Thursday, July 8, 2010

Skool Nerse Time

This is Mrs. Grumpy. I dragged the kids to the dentist today, to learn Craig has a cavity. So I went up to the gum-chewing-queen to make an appointment to deal with that.

Gum Queen: "Waddya need?"

Nurse Grumpy: "I need to make an appointment for Craig."

Gum Queen: "Okee dokee li'l smokee, when'ja wanna come back?"

Nurse Grumpy: "Next week works. What do you have then?"

Gum Queen: "We got all day. You pick."

Nurse Grumpy: "Um... How about 8:00 on Wednesday morning?"

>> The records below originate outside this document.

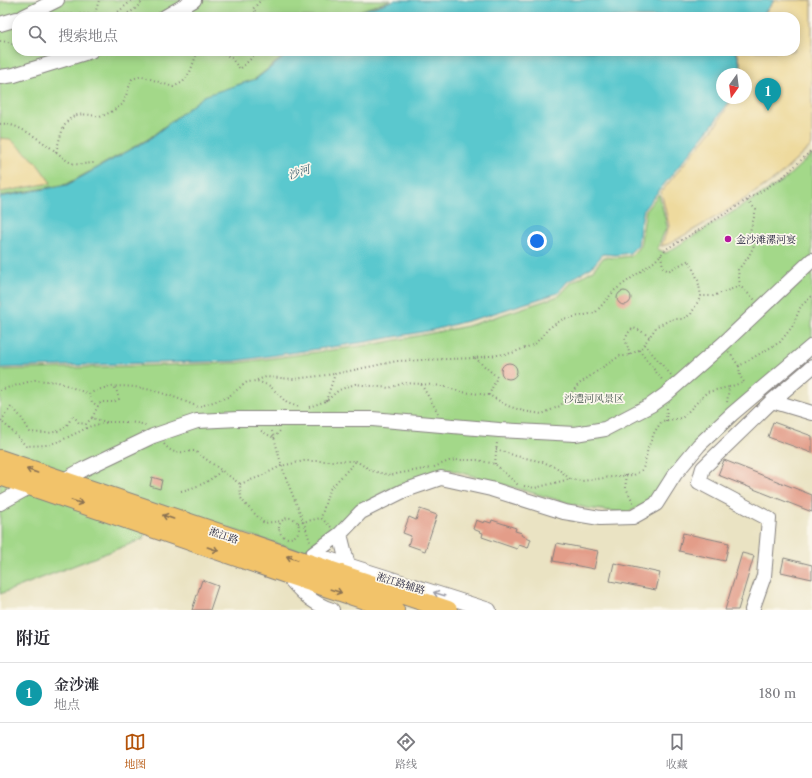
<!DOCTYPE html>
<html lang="zh">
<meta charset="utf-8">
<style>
body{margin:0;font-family:"Libre Caslon Text","Noto Serif SC",serif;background:#f2f2f3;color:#2b2b33}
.compass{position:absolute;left:716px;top:68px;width:36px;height:36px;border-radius:50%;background:#fff;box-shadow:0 2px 10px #0003;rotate:194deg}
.you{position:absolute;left:537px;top:241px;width:14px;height:14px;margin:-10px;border:3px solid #fff;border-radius:50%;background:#1a73e8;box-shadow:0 0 0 6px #1a73e833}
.badge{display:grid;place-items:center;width:26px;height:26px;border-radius:50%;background:#b45309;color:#fff;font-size:13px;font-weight:700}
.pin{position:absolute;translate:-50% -33px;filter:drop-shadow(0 1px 2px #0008)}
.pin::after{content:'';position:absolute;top:21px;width:14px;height:12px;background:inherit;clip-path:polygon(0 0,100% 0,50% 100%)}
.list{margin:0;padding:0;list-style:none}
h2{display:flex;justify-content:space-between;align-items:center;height:52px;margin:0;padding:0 16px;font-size:17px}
h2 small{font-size:13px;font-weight:400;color:#7c7c81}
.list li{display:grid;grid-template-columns:26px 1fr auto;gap:12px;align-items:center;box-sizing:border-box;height:60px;padding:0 16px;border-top:1px solid #e1e1e2}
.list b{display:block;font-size:15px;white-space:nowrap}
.list p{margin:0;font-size:13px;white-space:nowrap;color:#7c7c81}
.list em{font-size:13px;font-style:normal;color:#7c7c81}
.icon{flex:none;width:22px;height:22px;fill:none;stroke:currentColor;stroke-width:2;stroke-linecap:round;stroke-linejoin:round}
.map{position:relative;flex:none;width:812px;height:610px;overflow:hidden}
.search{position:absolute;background:#fff;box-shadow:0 2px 10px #0003;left:12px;right:12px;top:12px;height:44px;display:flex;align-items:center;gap:10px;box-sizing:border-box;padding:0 14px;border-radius:16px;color:#7c7c81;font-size:15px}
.sheet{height:112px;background:#fff}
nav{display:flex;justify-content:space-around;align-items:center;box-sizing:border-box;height:56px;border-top:1px solid #e1e1e2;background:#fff;font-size:11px;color:#7c7c81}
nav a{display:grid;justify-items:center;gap:2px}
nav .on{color:#b45309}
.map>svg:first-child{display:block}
.green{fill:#a3d889;stroke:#627d62}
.sand{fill:#eeda9e;stroke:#887e6c}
.water{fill:#5ac8ce;stroke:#3e7584}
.building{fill:#e39d89}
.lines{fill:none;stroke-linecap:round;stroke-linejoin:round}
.minor-casing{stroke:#86827f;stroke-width:16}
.major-casing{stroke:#86827f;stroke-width:20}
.path{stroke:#86827f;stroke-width:2;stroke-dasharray:1 3;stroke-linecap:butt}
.minor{stroke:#fff;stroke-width:14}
.major{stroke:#f2c36a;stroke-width:18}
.oneway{stroke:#8a7252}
.oneway2{stroke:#9c9ca7}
.poi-dot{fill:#b5179e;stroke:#fbf7ec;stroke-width:1.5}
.labels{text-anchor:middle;stroke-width:3.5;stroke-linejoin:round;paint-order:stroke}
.poi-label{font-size:10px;fill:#22223b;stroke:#fbf7ec;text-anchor:start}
.park-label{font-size:10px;fill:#495952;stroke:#fbf7ec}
.street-label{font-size:10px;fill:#22223b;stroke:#fbf7ec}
.water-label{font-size:11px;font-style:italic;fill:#365c6e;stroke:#fbf7ec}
</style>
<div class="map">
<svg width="812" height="610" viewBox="0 0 812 610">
<rect width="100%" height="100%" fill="#fbf7ec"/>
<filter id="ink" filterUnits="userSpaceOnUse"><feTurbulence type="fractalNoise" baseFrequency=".025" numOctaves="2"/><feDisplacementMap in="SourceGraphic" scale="8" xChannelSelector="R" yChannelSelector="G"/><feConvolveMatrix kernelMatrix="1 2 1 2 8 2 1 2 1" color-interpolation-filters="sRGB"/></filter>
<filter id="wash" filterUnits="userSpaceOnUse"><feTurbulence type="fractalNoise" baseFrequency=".012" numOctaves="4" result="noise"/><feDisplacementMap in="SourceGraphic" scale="16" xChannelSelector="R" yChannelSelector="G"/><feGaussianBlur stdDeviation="0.9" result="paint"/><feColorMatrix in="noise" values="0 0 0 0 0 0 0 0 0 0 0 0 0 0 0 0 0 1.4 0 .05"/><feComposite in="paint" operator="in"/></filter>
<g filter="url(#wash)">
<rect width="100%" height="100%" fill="#eae3c3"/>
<path class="green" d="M21,0H391L341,17H17V51H290L255,79L204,96L148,139L67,184L0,196V2Z
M812,154V341L653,500L627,513L586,508L448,469L384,491L303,552L160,507L143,539L0,594V370L237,363L376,344L468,326L559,296L571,283L593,270L604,257L615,258L631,256L640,246L646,210L659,194L667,226L657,249L666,253L783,181Z"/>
<path class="sand" d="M775,0H812V145L778,177L728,210L669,244L661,246L669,226L661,192L716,125L733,98H746V74H742V68L737,51H795V17H762Z
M0,138L10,139L35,161L51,183L0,192Z"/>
<path class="water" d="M395,0H774L761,17H344Z
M292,51H736L741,68V74H722V98H732L710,128L644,209L640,227L638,245L630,253L616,255L603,254L592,267L567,282L558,293L482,317L433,330L366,342L235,361L148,363L0,368V197L67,185L148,140L204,96L256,79Z"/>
<g id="blocks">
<path class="building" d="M617 298a7 7 0 1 1 14 0a7 7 0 1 1-14 0Z
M501 371a8 8 0 1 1 16 0a8 8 0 1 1-16 0Z
M773,422L812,436V453L768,437Z
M724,460L812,495V512L718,475Z
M152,477L162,480L160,489L150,486Z
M420,509L437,515L425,551L408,545L411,536L403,533L409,517L416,520Z
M476,520L484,523L485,521L491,523L492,520L516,528L515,531L522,533L521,535L531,539L528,548L519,545L517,549L482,537L483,533L473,529Z
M683,533L729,543L725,561L679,551Z
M557,543L598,551L594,569L553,561Z
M742,553L754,556L738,610H725Z
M784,558L812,565V579L781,572Z
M614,563L660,573L656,590L610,581Z
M202,580L218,586L210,610H192Z"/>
</g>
</g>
<g filter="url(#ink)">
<use href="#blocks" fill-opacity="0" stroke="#86827f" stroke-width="1"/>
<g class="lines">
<g class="minor-casing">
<path id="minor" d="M23,17L57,0
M165,17L194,0
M0,24L17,19
M0,77L14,75L91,51
M772,401L812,367
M62,481L84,469L153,436L197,421L239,419H372L499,430L575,434L605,429L651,405L665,395L723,344L812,260
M0,503L31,486
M340,534L348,566L346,572
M313,554L489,610
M311,565L313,554L340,534L361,512L403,491L441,478L491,489L564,512L600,518L633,517L656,504L675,474L699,445L732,414L812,346
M286,574C300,591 311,603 332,610
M752,610L764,576L769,519L699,482L703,468L772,401L812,413"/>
</g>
<g class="major-casing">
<path id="major" d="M0,459L448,610
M0,476L286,574L395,610"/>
</g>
<path class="path" d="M95,14L111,17
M52,17L63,14H95L99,0
M112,17L130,2L132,0
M121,17L134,10L144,0
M261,17L253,9L261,0
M0,41L8,42L17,46
M28,51L34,52L36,51
M221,51L231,58L240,69L259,51
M0,124C15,121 43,142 55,151C62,156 66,162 75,164C81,165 88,163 94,163
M56,152C64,123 66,108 100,117L111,112L123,104L132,79L142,76L173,87L183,82L190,72L196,56L202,51
M661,255L663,267L668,271L689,260L698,280L701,296
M740,286L738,270L749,256L755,243L749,235L756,210L747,200
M644,344L671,375
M639,350L663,381
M729,352L739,366
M630,355L625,339L629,332L633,328L639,330L650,337
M475,358L497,377L489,395
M257,380L266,377L294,379L335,374
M421,384L442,386L461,392L489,395L508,406L523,411L542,414L560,406L579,384L603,367L620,356H627L639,350L643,346L657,326L673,319H683L691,314L701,296H713L740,286L755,300
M729,387L744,382L740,376L739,366L780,342L792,327L801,306L812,296
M0,390L35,380L58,382L89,394L92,402L98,406
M89,394C121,376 167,393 198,407L228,397L247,382L257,381L270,386L287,403L299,407
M326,401L335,374L397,361L475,358L512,353L535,344L549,328L563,319L595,313L615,290L655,261L666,249L699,230L782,178L812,150
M309,407L326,401L339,390L355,384L389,388L404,383L421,384L438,413
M92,418L86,424L79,423L73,415C71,418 69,423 66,426C58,435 41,433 30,432C24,422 20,414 11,407L1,421L12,431L26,446L48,445L62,440L91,426L109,422H129L142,424L147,426
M666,421L667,408
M107,422L92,418L98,406L101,402H114L119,399L117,392L114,386
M261,431L274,438
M272,431C276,442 278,455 282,466C290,492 303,516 310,542
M274,438L280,431
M164,444C175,457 181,451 195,451L240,484L241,498L245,504L264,523L282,521
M496,449L516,456L543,462L557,468L570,479
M495,464L497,442
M434,467L449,461L459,460H477L495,464L518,485
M625,475L626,488L634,504
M240,484L259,477L281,466L304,461H356L372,471L390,475L430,468
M524,486L535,488L570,479L582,481L619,476L634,475L642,470L644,466L648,448L655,431L662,421L682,418L707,392L729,387L727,403
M181,491C200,486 207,483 221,471
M279 528a10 10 0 1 1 20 0a10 10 0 1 1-20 0Z
M298,523L321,518
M331,527L321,518L329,490L356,461"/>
<use href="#minor" class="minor"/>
<use href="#major" class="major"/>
</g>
<defs><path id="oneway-shaft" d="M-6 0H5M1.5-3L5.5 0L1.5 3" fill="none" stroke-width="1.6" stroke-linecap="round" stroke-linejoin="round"/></defs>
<g class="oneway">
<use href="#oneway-shaft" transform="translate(32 471) rotate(-161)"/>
<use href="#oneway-shaft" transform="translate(77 502) rotate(19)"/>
<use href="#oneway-shaft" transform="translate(168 517) rotate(-161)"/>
<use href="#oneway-shaft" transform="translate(213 549) rotate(19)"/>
<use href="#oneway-shaft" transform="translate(292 558) rotate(-161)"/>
<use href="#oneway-shaft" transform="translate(336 591) rotate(18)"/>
</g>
<use class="oneway2" href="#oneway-shaft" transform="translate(439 594) rotate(-163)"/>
</g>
<circle class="poi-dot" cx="728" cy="239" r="4"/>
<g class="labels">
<g class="poi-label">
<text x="736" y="243">金沙滩漯河宴</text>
</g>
<g class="park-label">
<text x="594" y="402">沙澧河风景区</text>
</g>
<g class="street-label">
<text transform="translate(224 535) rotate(19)" y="4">淞江路</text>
<text transform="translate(401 583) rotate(17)" y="4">淞江路辅路</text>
</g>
<g class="water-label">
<text transform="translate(299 172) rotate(-18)" y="4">沙河</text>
</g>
</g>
</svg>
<svg class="compass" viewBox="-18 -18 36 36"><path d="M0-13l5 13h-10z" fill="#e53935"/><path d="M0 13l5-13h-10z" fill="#7c7c81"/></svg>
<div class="you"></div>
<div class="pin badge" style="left:768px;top:111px;background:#0f9aa8">1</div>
<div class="search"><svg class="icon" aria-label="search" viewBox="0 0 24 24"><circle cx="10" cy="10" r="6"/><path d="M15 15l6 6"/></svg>搜索地点</div>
</div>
<section class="sheet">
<h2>附近<small></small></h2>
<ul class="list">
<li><span class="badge" style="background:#0f9aa8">1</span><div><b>金沙滩</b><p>地点</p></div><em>180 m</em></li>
</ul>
</section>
<nav>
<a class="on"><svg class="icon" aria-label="map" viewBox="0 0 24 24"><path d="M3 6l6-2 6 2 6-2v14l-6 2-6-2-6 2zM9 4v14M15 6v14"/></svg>地图</a>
<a><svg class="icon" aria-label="directions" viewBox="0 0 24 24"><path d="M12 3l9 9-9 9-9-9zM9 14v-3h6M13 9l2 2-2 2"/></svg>路线</a>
<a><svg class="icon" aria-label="saved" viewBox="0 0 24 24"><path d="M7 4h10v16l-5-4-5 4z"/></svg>收藏</a>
</nav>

Gum Queen: "We don't open till 9:00."

Nurse Grumpy: "Okay, how about 9:00 on Wednesday?"

Gum Queen: "We're closed next Wednesday. Doctor is out."

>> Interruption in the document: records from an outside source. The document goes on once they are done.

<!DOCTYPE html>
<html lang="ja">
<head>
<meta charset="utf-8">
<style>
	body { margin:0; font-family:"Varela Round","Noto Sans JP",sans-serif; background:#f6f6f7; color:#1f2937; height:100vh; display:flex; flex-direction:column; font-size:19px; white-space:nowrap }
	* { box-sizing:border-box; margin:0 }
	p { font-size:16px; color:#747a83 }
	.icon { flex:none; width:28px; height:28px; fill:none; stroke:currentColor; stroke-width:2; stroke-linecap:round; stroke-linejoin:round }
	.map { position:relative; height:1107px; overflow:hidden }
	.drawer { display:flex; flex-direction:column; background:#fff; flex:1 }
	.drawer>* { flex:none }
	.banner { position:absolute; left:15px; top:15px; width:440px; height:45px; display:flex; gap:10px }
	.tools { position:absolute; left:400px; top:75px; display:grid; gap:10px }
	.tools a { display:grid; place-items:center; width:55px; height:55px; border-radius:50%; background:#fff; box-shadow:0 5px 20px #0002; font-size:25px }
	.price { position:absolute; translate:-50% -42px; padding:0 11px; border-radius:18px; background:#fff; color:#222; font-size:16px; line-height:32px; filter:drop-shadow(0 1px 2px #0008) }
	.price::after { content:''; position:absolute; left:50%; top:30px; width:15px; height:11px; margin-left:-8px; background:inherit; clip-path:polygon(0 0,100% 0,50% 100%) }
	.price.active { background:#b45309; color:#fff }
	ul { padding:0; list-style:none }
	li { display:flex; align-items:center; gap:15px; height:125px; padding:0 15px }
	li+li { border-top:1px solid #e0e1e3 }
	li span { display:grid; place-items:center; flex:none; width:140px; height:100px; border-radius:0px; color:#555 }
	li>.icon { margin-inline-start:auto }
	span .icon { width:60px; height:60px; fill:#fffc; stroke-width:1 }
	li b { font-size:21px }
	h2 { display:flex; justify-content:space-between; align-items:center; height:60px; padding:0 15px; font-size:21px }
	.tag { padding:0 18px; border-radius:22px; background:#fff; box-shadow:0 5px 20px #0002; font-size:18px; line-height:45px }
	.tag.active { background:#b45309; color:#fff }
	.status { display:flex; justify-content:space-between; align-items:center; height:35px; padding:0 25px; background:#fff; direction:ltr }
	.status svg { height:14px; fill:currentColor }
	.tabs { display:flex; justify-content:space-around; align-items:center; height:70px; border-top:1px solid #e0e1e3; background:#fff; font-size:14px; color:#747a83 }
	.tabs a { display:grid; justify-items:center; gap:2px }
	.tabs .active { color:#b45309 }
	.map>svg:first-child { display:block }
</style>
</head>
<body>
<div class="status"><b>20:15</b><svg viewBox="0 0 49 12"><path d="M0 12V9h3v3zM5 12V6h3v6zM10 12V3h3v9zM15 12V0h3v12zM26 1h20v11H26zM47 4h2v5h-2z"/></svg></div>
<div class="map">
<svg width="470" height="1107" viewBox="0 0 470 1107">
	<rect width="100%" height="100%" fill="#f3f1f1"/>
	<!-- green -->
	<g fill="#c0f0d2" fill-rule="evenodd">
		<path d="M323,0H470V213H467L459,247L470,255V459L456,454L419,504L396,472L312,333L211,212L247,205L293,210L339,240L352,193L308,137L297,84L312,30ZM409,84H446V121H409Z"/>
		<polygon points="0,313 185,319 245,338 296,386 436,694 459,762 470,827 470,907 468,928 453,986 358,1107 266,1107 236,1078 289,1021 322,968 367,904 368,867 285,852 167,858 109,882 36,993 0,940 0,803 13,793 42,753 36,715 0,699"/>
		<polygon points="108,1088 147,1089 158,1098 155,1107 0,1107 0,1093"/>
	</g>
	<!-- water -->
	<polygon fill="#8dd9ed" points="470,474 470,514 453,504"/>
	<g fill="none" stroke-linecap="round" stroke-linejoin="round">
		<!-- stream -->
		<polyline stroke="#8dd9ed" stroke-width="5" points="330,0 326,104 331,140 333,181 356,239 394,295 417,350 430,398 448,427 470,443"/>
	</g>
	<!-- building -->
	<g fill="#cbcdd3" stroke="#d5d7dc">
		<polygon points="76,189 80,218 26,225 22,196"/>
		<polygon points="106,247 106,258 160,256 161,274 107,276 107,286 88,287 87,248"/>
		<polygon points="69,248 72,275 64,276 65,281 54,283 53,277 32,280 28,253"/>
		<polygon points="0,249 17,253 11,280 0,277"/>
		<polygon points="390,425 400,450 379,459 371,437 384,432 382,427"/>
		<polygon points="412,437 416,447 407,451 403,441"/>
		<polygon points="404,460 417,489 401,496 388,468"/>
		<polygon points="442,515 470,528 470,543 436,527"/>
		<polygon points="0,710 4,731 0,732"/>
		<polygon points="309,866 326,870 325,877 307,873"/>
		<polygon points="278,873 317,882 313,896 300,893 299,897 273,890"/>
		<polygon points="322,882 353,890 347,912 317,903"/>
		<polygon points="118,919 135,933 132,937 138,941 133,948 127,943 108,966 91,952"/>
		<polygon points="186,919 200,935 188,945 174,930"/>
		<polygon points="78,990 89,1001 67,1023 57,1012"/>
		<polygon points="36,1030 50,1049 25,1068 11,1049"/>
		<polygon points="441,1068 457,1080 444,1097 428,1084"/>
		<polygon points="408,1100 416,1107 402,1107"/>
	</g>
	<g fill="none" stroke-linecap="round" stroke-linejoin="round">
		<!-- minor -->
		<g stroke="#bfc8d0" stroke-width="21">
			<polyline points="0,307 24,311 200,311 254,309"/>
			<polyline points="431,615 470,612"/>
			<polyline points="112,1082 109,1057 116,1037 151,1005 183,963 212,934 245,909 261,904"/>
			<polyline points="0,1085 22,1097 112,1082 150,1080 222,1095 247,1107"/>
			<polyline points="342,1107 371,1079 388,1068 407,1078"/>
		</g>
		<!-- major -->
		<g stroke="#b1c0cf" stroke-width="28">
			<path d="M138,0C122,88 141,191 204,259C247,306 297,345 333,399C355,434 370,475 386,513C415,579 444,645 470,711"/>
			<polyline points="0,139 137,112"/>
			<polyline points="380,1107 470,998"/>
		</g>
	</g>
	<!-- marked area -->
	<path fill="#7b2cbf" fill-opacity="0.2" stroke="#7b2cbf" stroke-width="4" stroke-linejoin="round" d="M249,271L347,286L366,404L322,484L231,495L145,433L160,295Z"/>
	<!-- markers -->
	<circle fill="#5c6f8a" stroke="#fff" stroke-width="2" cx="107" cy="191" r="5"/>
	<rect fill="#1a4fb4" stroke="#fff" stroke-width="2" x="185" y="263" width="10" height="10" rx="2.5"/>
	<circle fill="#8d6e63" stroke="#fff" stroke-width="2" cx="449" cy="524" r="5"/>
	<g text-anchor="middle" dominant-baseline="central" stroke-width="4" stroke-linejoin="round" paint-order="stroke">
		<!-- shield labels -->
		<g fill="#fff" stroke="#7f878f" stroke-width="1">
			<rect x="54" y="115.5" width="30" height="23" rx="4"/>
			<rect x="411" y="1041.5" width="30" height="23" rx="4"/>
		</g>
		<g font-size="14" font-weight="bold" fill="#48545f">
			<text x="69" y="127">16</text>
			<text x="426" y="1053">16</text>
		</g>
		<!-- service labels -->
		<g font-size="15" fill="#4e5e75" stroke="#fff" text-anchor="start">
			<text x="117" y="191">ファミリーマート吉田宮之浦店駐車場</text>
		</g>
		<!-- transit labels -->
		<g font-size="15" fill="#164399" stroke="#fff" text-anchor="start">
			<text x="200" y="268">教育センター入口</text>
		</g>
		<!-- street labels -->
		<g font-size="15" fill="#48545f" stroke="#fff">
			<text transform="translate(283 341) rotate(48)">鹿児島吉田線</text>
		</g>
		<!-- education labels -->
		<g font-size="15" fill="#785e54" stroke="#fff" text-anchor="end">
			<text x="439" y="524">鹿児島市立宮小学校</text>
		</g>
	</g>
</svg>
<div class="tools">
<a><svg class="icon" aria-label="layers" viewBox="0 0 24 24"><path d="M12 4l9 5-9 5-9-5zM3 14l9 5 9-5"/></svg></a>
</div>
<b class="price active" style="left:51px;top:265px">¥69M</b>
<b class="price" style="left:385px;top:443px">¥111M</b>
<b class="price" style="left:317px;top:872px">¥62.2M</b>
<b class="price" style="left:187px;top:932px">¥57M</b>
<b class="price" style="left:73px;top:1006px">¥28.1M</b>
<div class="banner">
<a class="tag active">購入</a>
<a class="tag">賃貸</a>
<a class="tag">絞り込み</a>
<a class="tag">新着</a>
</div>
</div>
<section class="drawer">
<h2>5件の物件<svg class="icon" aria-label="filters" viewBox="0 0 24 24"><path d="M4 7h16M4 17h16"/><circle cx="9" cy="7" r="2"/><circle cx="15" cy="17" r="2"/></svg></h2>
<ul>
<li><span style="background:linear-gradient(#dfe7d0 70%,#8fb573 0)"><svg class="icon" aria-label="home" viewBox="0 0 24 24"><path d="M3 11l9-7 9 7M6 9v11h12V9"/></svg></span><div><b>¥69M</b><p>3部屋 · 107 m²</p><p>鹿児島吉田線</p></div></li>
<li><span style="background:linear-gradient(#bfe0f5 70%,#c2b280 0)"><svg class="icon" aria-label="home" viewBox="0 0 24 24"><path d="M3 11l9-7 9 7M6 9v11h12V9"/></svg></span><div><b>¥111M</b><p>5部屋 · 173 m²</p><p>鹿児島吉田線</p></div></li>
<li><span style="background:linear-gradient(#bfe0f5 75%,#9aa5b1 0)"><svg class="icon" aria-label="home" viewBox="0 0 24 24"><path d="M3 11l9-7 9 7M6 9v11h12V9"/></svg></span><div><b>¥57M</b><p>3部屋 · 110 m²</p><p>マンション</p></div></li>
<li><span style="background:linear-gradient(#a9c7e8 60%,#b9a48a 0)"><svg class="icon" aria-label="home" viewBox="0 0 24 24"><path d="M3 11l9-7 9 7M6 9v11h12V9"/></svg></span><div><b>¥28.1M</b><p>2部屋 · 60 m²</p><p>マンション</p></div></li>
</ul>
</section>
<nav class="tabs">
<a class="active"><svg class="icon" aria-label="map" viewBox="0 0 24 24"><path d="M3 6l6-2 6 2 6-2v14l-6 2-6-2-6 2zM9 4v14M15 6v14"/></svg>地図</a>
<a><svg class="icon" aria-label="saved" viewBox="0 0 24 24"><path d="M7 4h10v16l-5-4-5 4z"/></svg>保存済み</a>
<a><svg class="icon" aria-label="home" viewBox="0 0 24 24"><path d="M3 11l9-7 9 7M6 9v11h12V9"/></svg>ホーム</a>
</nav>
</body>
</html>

Nurse Grumpy: "What about Tuesday at 9:00?"

Gum Queen: "On Tuesdays we don't open until noon."

Nurse Grumpy: "Look. What do you have? Tell me when, and we can be here."

Gum Queen: "Whenever you want to come in."

Nurse Grumpy: "I've given you 3 times, and you said I couldn't. So pick a time next week, and I'll bring him in."

Gum Queen: "I don't know when you should. I'm off next week, so it's not like I'm gonna know what's going on anyway."

Nurse Grumpy: "Will someone be here next week?"

Gum Queen: "Schedule says so."

(long pause)

Nurse Grumpy: "I think I'll just call next week."

Gum Queen: "I ain't gonna be here."

Nurse Grumpy: "Yes. Have a nice day."


S said...

Are you sure you weren't trying to make an appt. with my husband? The person who works with him is exactly like this-but I suppose you weren't trying win a govt. contract so I'll go with no. This may be why my husband comes home with patches of his hair missing-he is pulling it out in frustration!

Julie said...

how do people like this actually remain employed?????

Olivia said...

Oooh, I hate the "guess? you'll never guess!" game. Gum Queen sounds like a soft-headed relative hire by a soft-hearted dentist.

Anonymous said...

Wonder if she has a Double D in attention span?

wv, ingro, for those annoying long toenails...

R. May said...

I think it's a dentist office thing. I've dumped 2 for incompetant staff - not dentists.

OMDG said...

Sounds like my vet's office.

Anonymous said...

Unfortunately Gum Queen is very common in my geographic area. I try to console myself that when the offices were hiring these were the best of the lot at the time. There are worse out there, lots of them, and they make Gum Queen look like super secretary. They and the Gum Queens add to MY frustration, aggrevation,time, energy and cost, not to mention a demise of my mental well being. All the while they are happy as clams Go figure. I had surgery (outpatient) scheduled for when i had leave time that had to be used and someone to help me at home. This was scheduled in late Oct for the first week of January. For some reason I called the day before to ask a question and they had no idea what I was talking about, no appointment, no records of me at all. I had the instructions for surgery, and appointment card with date on it. I was told whoever gave me all that did not enter it into the computer.

Humincat said...

Well, maybe you shouldn't expect so much. I mean, she was chewing gum, AND talking AND thinking about her week off. You can't imagine she could also say something like "Would 2:00pm on Tuesday work for you or would 9:00am on Thursday be better?" Jeez! Minny

Ninja Pharmer said...

The stoopid, eeet burrrnnsss!!!

Have Myelin? said...

Sounds like the Dept of Human Services.

Anonymous said...

Unfortunately people like that are very common here :(

The Evil Receptionist said...

*facepalm* I think I've worked with her before. She'd actually turn the ringer off on her phone so she wouldn't have to answer it. So, when you do call in and you have a hard time getting through? I'm willing to bet the ringer is turned off.

Ugh, I feel the urge to apologize for all of those boneheaded receptionists out there. Oy.


I have a friend who's son is a doctor. His last name is rather unusual. Let's say it's WEISELDOR. My friend calls his office one day to speak to him telling them this is Dr. Weiseldor's mom, Mrs. Weiseldor. The receptionist who has worked there for years takes her number and says, "And how do you spell Weiseldor?"

Anonymous said...

Sounds like the Monty Python cheese shop routine to me.

I overheard a similar interchange at a clinic recently that went on for a while.
In this case though it appeared to be due in part to a new computer system the receptionist was attempting to use.

I finally interupted and asked "well do you have any chesse at all then?"

The older woman trying to make an appointment cracked up laughing and the poor receptionist just got a blanker look on his face.